What Makes a Book Feel Like Widow’s Bay

The Apple TV+ series is a comedy-horror about a skeptical mayor trying to revive a supposedly cursed New England island as a tourist destination. The locals know better. The show finds both its humor and its horror in the same place: the gap between what the mayor insists is true and what the island actually is.
That setup has a few moving parts, and the books that match it tend to share them.
The curse has a history. Something happened long before the story begins, and the community organized itself around accommodating it. Residents might call it local legend or tradition or just the way things are. The point is that the threat and the town have reached an equilibrium. The story starts when that equilibrium ends.
The horror is communal. This is not a monster hunting individuals. The threat in these books is tied to the place itself and to everyone in it. The residents are part of the problem even when they don’t know it.
There is some dark humor. Not every book on this list is a comedy, but the ones that fit Widow’s Bay most closely have at least an absurdist streak. The horror of a community living with the unacceptable is partly funny: people keep doing ordinary things in extraordinary circumstances, and the gap between those two facts is where the comedy lives.
The setting does work. Islands. Decayed coastal towns. Small communities where everyone knows each other and leaving is harder than it looks. The geography in these books is not backdrop. It is part of the threat.
Salem’s Lot

Stephen King’s second novel follows a writer named Ben Mears who returns to the small Maine town where he grew up, hoping to use the old Marsten House as material for a book. The house has just been purchased by a man nobody knows. Things go wrong slowly, then all at once.
What makes Salem’s Lot feel like Widow’s Bay is not just the New England setting but the sociology. King is interested in how a town enables its own destruction through ordinary social mechanisms: the priest who struggles with doubt, the doctor who diagnoses what he doesn’t want to diagnose, the sheriff who hears reports and doesn’t follow up. The vampire is almost secondary. The subject is the community’s capacity to look away.
The tone is slower and darker than the show, with none of its comedy. But the structure is the same. An old house with a history, a town that has lived near it without incident, and then the equilibrium breaks.
Hex

Thomas Olde Heuvelt’s novel (translated from Dutch by Nancy Forest-Flier) is the book on this list that most closely matches Widow’s Bay in tone. The fictional town of Black Spring has been cursed since colonial times by the Black Rock Witch, a woman executed in the seventeenth century who now wanders the streets with her eyes and mouth sewn shut. The residents have adapted. They track her on a community app. They call a county hotline if she enters their homes. They have agreed, collectively and unofficially, never to leave.
That detail about the app is the whole mood. Heuvelt is writing about the modern small town’s capacity to bureaucratize the unbearable, and he is very funny about it before he stops being funny about it. The humor makes the horror land harder when it arrives.
Hex is the closest structural match to Widow’s Bay on this list.

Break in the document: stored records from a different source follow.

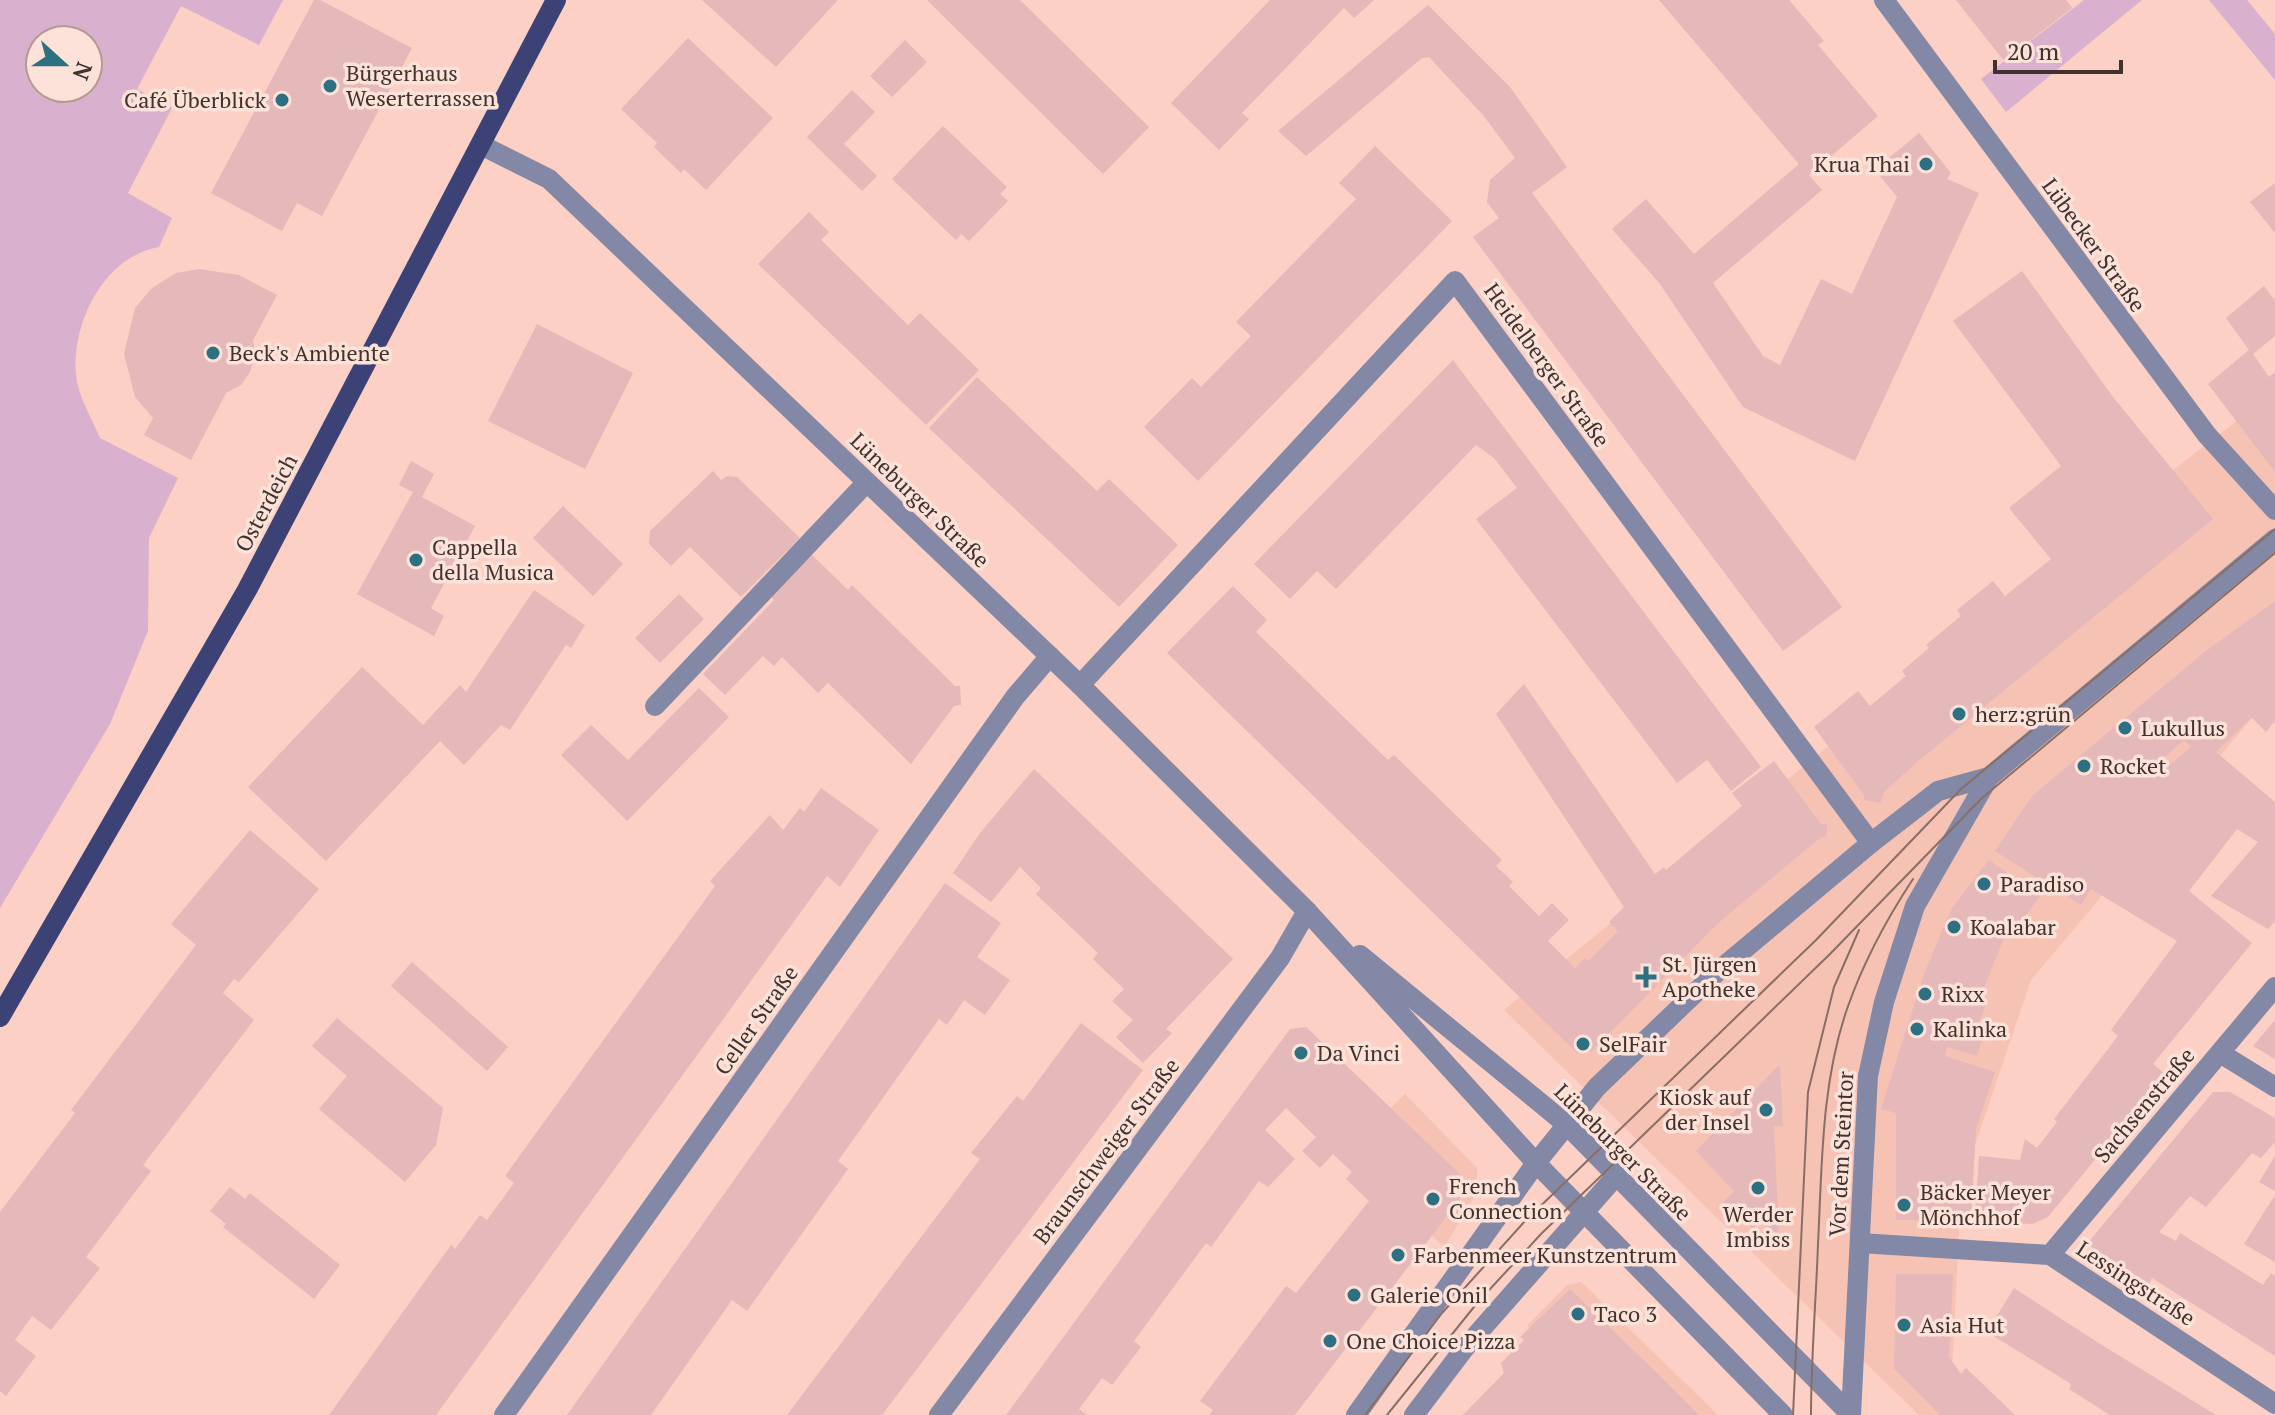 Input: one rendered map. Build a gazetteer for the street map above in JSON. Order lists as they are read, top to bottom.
{
  "streets": {
    "main road": ["Osterdeich"],
    "street": [
      "Lübecker Straße",
      "Heidelberger Straße",
      "Lüneburger Straße",
      "Celler Straße",
      "Sachsenstraße",
      "Braunschweiger Straße",
      "Vor dem Steintor",
      "Lessingstraße"
    ]
  },
  "crossings": [
    ["Heidelberger Straße", "Lüneburger Straße"],
    ["Heidelberger Straße", "Vor dem Steintor"],
    ["Lüneburger Straße", "Osterdeich"],
    ["Lüneburger Straße", "Celler Straße"],
    ["Lüneburger Straße", "Braunschweiger Straße"],
    ["Lüneburger Straße", "Vor dem Steintor"],
    ["Sachsenstraße", "Lessingstraße"],
    ["Vor dem Steintor", "Lessingstraße"]
  ],
  "places": {
    "other": [
      "Bürgerhaus Weserterrassen",
      "Café Überblick",
      "Krua Thai",
      "Beck's Ambiente",
      "Cappella della Musica",
      "herz:grün",
      "Lukullus",
      "Rocket",
      "Paradiso",
      "Koalabar",
      "Rixx",
      "Kalinka",
      "SelFair",
      "Da Vinci",
      "Kiosk auf der Insel",
      "Werder Imbiss",
      "French Connection",
      "Bäcker Meyer Mönchhof",
      "Farbenmeer Kunstzentrum",
      "Galerie Onil",
      "Taco 3",
      "Asia Hut",
      "One Choice Pizza"
    ],
    "health": ["St. Jürgen Apotheke"]
  },
  "scale_bar": "20 m",
  "north": "right"
}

Community in equilibrium with a very old threat. Civic mechanisms deployed to manage the supernatural. Then someone breaks the rules, and everything that follows is a consequence of that decision.
If you only read one book from this list, start here.
The Shadow Over Innsmouth

Lovecraft’s 1936 novella is shorter than the others, and it belongs here as a foundational text rather than a direct tonal match. A traveler passes through a decaying Massachusetts coastal town called Innsmouth and cannot leave fast enough. The buildings are wrong. The residents are wrong. The smell is wrong. He does not understand why until it is too late to benefit from understanding it.
The horror is accumulative. You feel the wrongness before the narrator does, and the gap between his dawning realization and yours is where the dread lives.
Two things are worth saying clearly. First, this novella provided the template for the isolated coastal community with a secret, and nearly every book on this list is in some dialogue with it. Reading it helps you understand what Hex and Salem’s Lot are working with and working against.
Second, Lovecraft’s xenophobia is not subtext. It is the explicit frame of the story. Read it knowing that, and read the subsequent books on this list to see what the tradition looks like when that ugliness is gone.
At roughly sixty pages, it is the shortest entry here, and the strangest.
My Best Friend’s Exorcism

Grady Hendrix’s 2016 debut is set in 1988 South Carolina and follows two best friends through the events that follow one of them being possessed. It is the most comedic book on this list after Hex, and the most explicitly interested in the tonal balance that Widow’s Bay is going for.
The horror is real and built on something specific: the particular cruelties of high school, the way girls are disbelieved, the social damage that accumulates around someone who is behaving strangely and whose friends don’t yet have the words for why. The demonic possession is the shape the story takes, but the actual subject is friendship and the things that erode it.
Hendrix’s control of tone is what earns its place here. He knows when to be funny and when to stop, and he does not telegraph the transitions. The show works the same way: comedic until it isn’t, and the shift happens without announcement.
If you are drawn to Widow’s Bay primarily for the comedic register, start here.
Mexican Gothic

Silvia Moreno-Garcia’s 2020 novel sends a glamorous Mexico City socialite named Noemí Taboada to a decaying mansion in rural Mexico in the 1950s, summoned by a disturbing letter from a recently married cousin. The house is old, fungal, and wrong in ways she cannot quantify.
The folk horror here operates through accumulation. The house’s history seeps in through dreams, through the rot in the walls, through the behavior of the family that has lived there for generations. The threat is colonial in structure: a house built on extracted wealth and extracted lives, and those things have not stopped existing simply because they are not acknowledged.
The connection to Widow’s Bay is structural: a place that has always been wrong, a protagonist who insists on rational explanations longer than is safe, and an old arrangement between a community and a secret that is finally running out of time. The tone is darker and less comedic than the show. It earns its place on the list through craft rather than tonal proximity.
The Fisherman

John Langan’s 2016 novel opens with two widowers in upstate New York who bond over fishing, then hear a story about a body of water called Dutchman’s Creek and the thing that lives there.
The structure is nested: a story inside a story inside a story, each layer moving further back in time. The folk horror is built on deep time rather than recent history. The threat at Dutchman’s Creek has been there since before the town, before the country. You do not fight something that old. You make a deal with it, or you don’t, and the consequences take generations to become clear.
The Fisherman is the most literary book on this list. The prose is careful and deliberate, and the pace reflects that. It is also the most interested in grief as a subject: both men are processing loss, and the water becomes a figure for the impossibility of recovering what is gone.
If Widow’s Bay made you want something bigger and stranger than what the show’s comedic frame allows, start here.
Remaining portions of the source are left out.